*** Opening of Given data ***

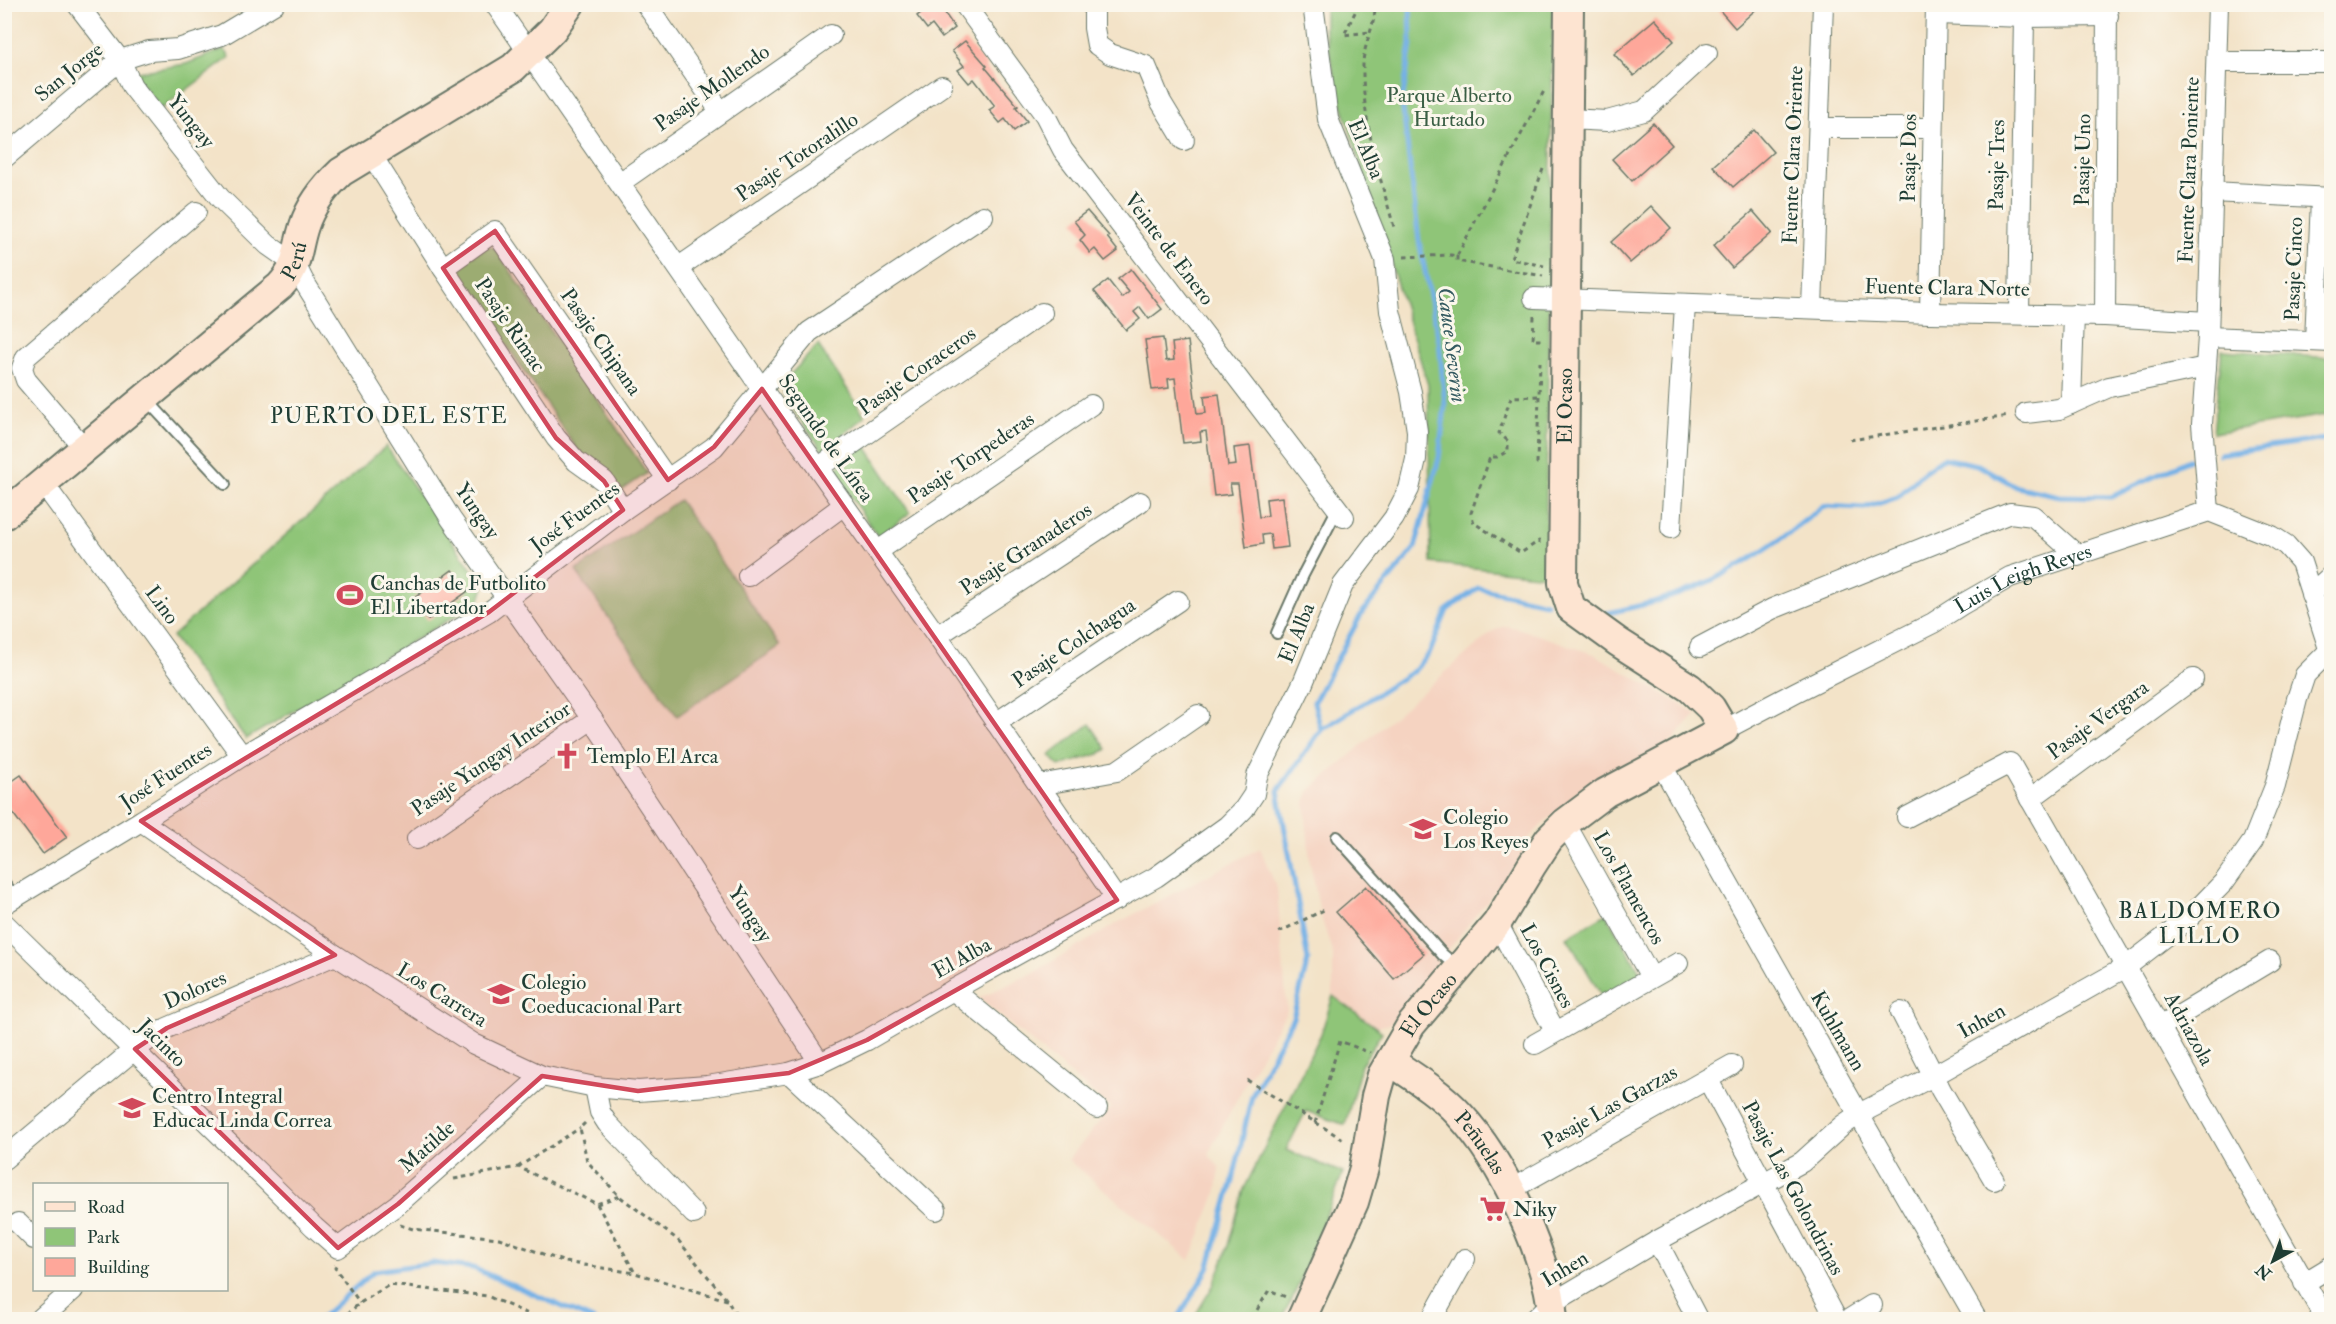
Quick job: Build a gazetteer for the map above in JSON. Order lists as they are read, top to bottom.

*** Close of Given data ***
*** Opening of Given data ***

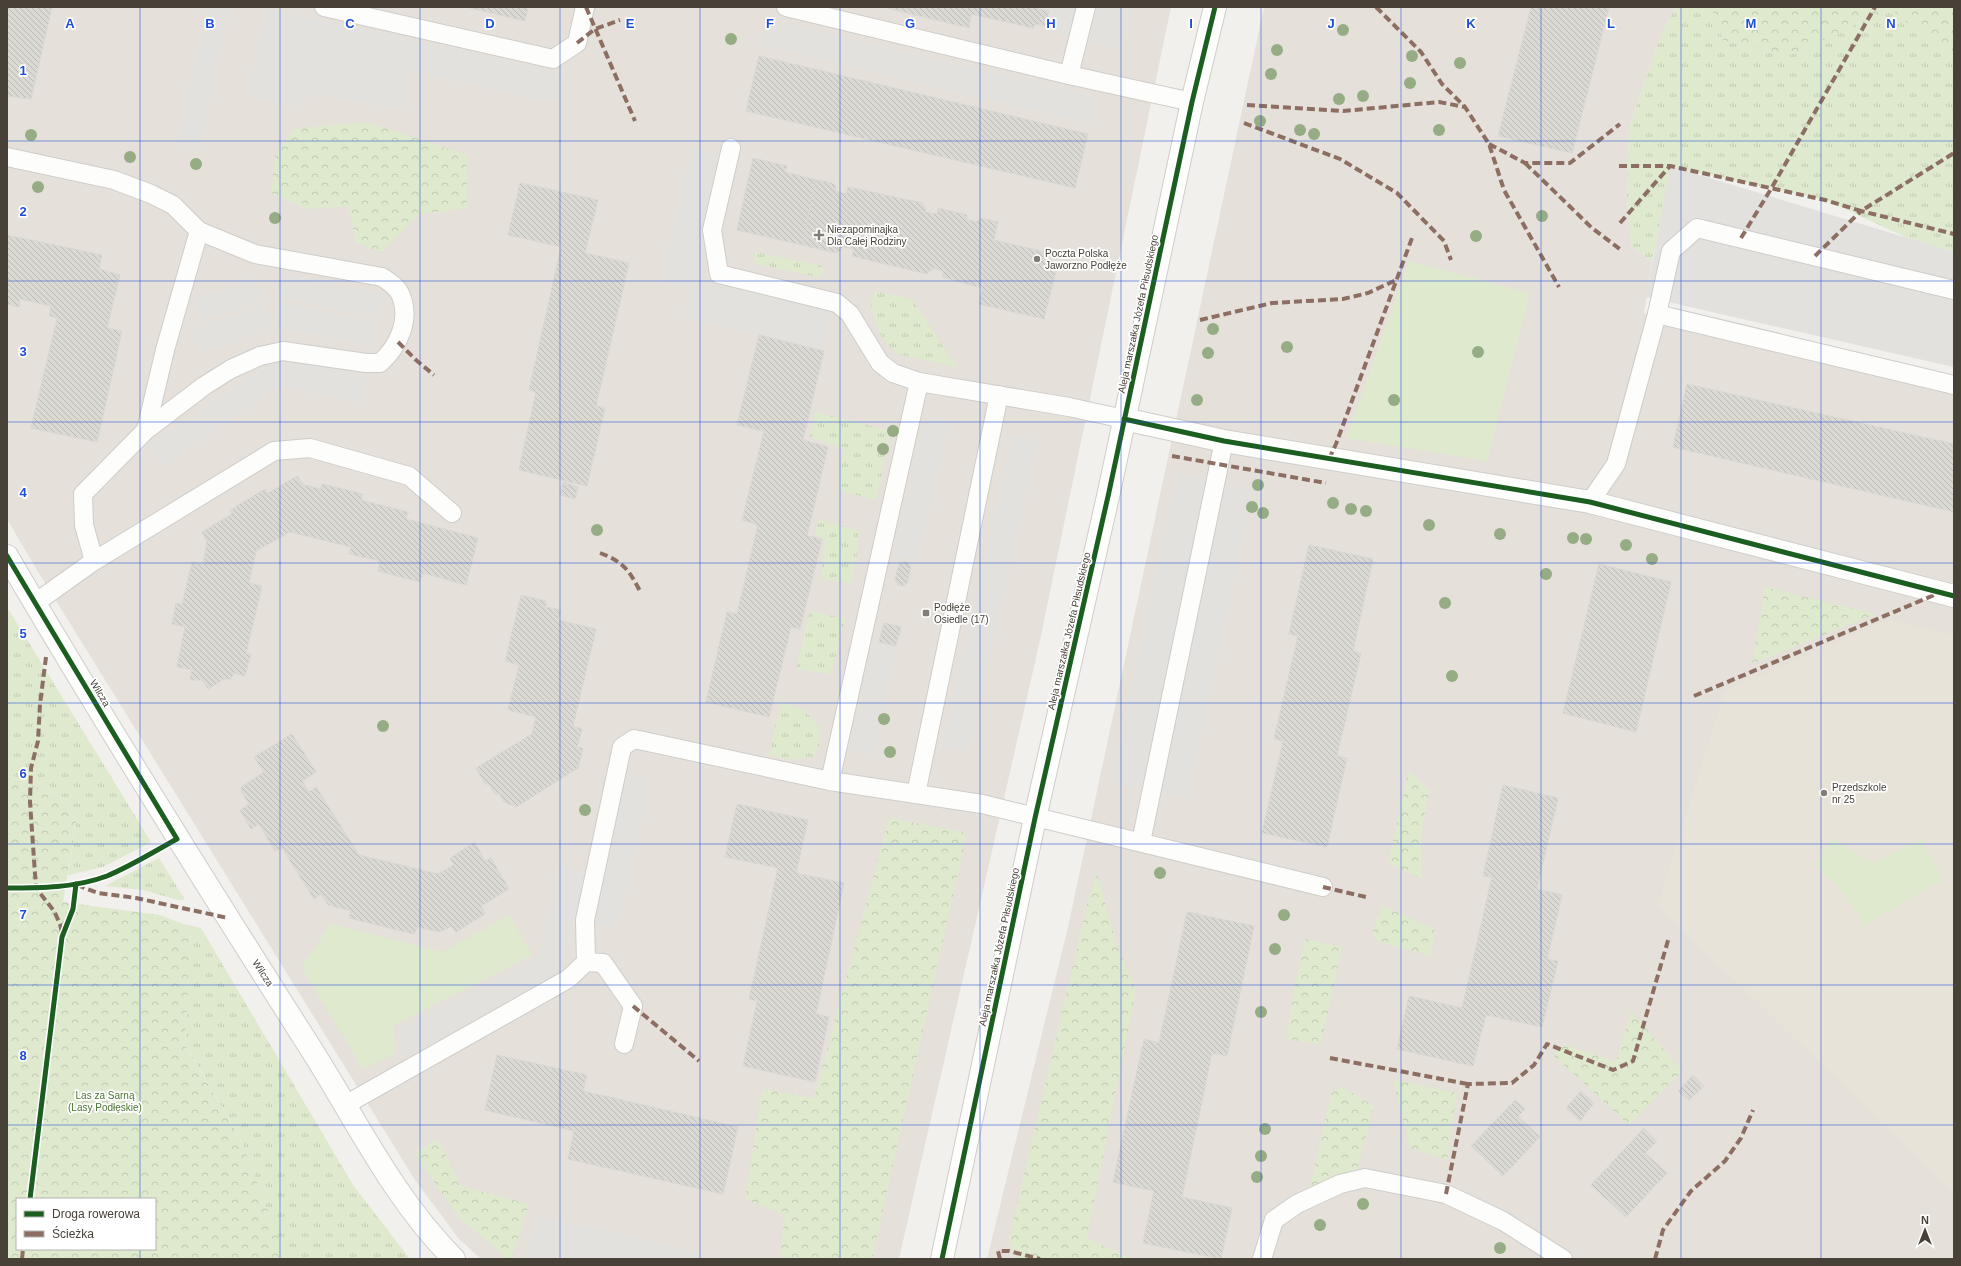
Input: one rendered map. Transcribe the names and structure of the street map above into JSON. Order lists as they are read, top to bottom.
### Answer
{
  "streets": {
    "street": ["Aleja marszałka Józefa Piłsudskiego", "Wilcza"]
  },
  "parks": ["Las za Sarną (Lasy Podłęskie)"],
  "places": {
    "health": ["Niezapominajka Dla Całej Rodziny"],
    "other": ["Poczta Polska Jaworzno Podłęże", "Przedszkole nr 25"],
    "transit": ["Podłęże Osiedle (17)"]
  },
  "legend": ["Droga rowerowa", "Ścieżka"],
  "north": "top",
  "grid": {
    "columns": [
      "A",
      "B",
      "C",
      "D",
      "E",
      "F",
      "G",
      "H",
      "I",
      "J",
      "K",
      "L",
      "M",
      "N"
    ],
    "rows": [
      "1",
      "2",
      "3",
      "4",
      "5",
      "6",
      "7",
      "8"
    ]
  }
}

*** Close of Given data ***
*** Opening of Given data ***

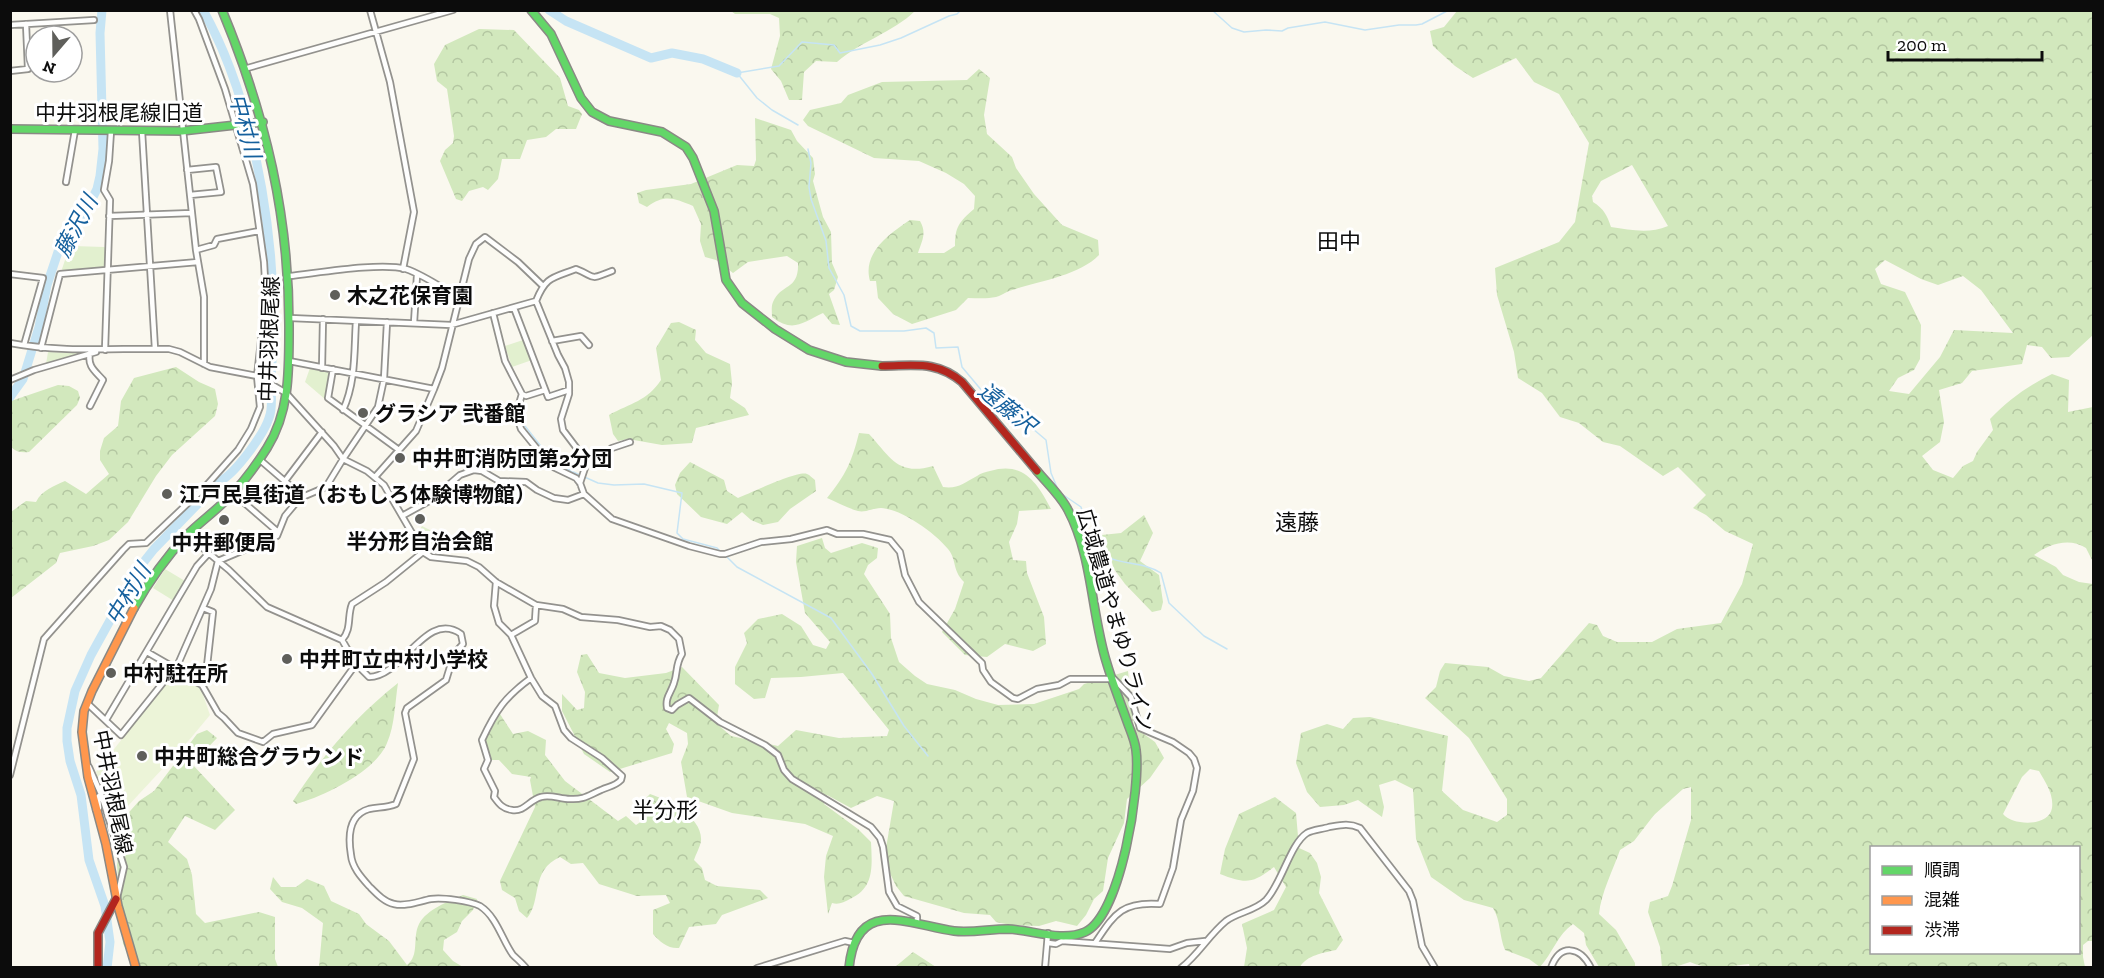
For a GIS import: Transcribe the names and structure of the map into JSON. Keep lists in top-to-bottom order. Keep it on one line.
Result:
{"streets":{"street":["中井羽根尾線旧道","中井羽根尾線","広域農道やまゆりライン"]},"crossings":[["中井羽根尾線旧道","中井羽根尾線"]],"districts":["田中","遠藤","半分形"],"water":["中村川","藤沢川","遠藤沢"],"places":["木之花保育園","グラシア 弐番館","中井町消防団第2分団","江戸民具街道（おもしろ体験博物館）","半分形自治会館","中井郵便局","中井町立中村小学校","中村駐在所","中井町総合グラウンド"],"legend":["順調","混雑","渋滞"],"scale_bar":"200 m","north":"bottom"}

*** Close of Given data ***

Task goal:
All lines that contain the word "lists" must be copied from the records above.

Output below:
Quick job: Build a gazetteer for the map above in JSON. Order lists as they are read, top to bottom.
Input: one rendered map. Transcribe the names and structure of the street map above into JSON. Order lists as they are read, top to bottom.
For a GIS import: Transcribe the names and structure of the map into JSON. Keep lists in top-to-bottom order. Keep it on one line.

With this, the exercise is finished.